_Brief_
Retype, word for word, every line of the records below starting at the one that contains "position:relative; width:2257px; height:801px;" and ending at the one that contains "margin:-2.5px; padding:0; box-sizing:content-box;"; include both of those lines and nothing more.

[Opening Supplied material section]

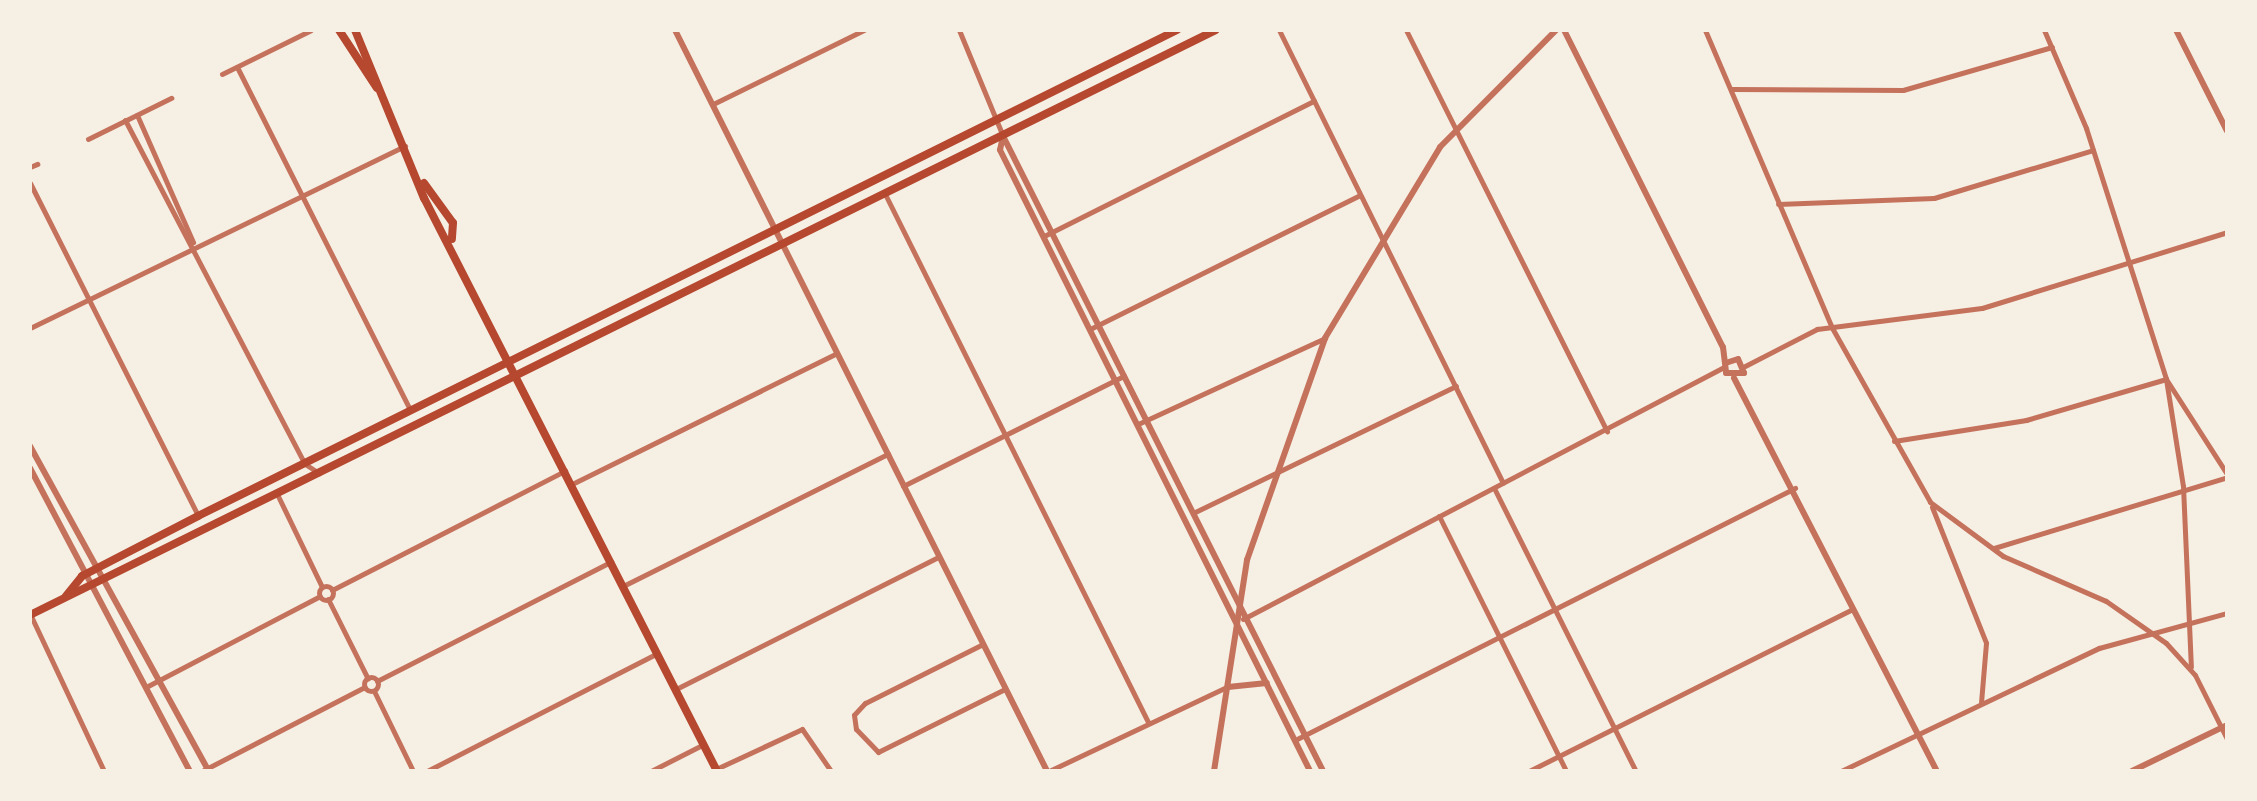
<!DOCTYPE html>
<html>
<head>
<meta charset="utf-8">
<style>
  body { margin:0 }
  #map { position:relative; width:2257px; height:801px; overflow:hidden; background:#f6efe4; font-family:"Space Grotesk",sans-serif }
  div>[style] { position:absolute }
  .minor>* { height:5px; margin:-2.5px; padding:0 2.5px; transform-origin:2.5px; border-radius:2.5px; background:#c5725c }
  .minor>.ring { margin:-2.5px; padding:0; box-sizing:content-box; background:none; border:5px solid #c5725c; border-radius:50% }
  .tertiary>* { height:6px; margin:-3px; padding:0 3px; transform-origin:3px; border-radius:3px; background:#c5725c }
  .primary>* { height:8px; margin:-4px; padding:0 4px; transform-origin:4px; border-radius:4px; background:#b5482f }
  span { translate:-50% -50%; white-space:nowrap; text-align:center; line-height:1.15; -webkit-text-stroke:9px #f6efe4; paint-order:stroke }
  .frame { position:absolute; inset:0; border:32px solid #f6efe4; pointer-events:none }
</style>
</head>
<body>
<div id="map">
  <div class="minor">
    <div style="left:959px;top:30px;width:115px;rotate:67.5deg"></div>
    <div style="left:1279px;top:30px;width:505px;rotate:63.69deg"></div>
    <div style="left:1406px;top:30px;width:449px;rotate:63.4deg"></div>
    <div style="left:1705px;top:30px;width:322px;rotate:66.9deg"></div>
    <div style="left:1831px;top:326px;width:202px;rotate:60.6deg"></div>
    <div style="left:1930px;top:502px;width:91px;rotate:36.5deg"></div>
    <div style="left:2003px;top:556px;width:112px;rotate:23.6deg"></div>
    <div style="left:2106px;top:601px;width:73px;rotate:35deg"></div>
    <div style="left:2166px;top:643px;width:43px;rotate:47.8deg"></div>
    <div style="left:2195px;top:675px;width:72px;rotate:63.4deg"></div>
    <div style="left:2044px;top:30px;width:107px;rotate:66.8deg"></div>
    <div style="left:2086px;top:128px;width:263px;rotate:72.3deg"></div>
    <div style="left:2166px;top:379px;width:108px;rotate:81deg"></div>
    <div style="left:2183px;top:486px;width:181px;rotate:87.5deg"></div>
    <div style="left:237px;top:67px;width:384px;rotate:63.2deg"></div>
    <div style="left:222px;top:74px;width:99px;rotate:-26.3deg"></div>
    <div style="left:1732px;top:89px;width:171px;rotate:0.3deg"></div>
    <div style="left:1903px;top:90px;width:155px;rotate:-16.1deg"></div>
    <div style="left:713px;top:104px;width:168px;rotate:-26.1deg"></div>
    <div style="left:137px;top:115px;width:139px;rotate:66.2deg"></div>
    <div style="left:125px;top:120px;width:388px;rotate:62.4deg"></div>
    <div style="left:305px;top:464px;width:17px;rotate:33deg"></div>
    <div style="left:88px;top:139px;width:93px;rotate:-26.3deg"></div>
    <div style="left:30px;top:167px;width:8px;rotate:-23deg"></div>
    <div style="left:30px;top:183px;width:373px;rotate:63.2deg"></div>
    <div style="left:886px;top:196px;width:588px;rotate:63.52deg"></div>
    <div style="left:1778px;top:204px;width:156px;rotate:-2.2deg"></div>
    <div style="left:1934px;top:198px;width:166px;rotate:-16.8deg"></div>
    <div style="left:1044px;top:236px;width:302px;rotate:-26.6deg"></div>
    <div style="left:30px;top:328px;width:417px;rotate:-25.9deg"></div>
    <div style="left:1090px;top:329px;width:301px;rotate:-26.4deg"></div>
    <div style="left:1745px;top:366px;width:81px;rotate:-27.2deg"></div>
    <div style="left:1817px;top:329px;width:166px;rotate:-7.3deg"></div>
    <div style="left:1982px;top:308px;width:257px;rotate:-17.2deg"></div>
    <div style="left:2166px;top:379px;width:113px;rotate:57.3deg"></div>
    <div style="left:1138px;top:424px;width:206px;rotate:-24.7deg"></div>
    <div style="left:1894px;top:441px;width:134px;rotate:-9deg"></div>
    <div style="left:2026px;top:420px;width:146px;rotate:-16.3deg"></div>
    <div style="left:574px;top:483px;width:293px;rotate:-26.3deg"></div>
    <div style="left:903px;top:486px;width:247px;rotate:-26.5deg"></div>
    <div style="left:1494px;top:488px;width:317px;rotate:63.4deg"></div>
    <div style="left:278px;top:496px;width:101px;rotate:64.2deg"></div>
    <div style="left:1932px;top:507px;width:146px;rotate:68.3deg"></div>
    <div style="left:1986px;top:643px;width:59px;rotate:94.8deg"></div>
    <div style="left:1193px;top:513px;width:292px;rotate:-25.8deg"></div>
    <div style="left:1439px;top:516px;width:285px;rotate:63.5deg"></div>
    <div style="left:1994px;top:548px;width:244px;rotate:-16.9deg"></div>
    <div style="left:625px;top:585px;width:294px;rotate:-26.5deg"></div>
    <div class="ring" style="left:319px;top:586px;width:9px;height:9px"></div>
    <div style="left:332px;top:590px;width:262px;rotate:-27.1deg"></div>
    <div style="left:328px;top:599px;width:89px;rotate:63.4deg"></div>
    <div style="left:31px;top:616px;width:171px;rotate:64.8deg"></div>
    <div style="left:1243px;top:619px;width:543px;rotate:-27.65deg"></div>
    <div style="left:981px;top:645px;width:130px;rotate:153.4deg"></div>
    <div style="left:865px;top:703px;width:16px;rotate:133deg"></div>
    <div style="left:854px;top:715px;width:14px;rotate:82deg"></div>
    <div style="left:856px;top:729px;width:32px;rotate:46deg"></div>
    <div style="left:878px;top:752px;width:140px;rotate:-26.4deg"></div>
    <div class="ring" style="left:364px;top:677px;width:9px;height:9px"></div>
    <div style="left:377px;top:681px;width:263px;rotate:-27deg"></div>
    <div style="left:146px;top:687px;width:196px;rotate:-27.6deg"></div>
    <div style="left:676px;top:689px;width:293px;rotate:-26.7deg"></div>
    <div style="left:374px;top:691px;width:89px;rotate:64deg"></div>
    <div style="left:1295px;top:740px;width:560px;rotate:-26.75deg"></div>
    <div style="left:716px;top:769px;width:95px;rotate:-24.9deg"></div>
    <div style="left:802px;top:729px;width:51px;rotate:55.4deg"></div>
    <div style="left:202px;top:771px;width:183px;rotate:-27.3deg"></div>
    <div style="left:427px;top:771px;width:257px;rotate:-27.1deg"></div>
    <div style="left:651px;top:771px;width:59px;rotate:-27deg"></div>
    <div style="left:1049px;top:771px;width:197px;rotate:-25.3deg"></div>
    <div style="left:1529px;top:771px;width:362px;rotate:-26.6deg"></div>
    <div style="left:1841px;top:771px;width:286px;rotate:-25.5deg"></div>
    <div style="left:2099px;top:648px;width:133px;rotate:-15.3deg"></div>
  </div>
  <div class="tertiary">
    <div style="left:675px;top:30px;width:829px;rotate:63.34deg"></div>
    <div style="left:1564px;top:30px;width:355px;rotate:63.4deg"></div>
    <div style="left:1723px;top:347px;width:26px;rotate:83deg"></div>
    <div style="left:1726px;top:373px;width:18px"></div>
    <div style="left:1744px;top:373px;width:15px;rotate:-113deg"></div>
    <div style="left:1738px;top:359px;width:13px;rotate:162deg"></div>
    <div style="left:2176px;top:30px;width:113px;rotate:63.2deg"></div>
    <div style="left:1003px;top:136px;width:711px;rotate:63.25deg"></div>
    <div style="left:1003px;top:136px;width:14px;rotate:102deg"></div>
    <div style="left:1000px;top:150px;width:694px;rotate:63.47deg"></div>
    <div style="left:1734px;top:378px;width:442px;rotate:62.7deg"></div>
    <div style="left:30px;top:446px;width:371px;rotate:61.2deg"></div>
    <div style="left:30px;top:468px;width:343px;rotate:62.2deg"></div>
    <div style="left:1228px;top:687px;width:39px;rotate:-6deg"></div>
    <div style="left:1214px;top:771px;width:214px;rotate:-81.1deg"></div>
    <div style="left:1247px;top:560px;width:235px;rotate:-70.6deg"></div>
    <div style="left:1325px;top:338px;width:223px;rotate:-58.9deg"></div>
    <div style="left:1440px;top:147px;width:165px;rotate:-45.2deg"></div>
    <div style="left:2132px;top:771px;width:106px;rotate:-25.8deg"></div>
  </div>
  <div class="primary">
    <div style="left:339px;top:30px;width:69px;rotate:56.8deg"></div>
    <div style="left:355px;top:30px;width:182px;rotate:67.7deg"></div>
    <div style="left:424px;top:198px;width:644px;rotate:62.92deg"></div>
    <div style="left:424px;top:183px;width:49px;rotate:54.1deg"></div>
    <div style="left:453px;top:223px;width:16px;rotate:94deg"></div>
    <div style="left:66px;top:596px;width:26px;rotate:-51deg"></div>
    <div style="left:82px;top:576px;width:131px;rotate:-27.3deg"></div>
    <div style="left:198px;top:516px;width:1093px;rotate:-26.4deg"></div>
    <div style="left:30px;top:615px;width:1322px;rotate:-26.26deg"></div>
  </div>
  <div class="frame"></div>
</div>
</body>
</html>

[Closing Supplied material section]

_Exercise answer_
  #map { position:relative; width:2257px; height:801px; overflow:hidden; background:#f6efe4; font-family:"Space Grotesk",sans-serif }
  div>[style] { position:absolute }
  .minor>* { height:5px; margin:-2.5px; padding:0 2.5px; transform-origin:2.5px; border-radius:2.5px; background:#c5725c }
  .minor>.ring { margin:-2.5px; padding:0; box-sizing:content-box; background:none; border:5px solid #c5725c; border-radius:50% }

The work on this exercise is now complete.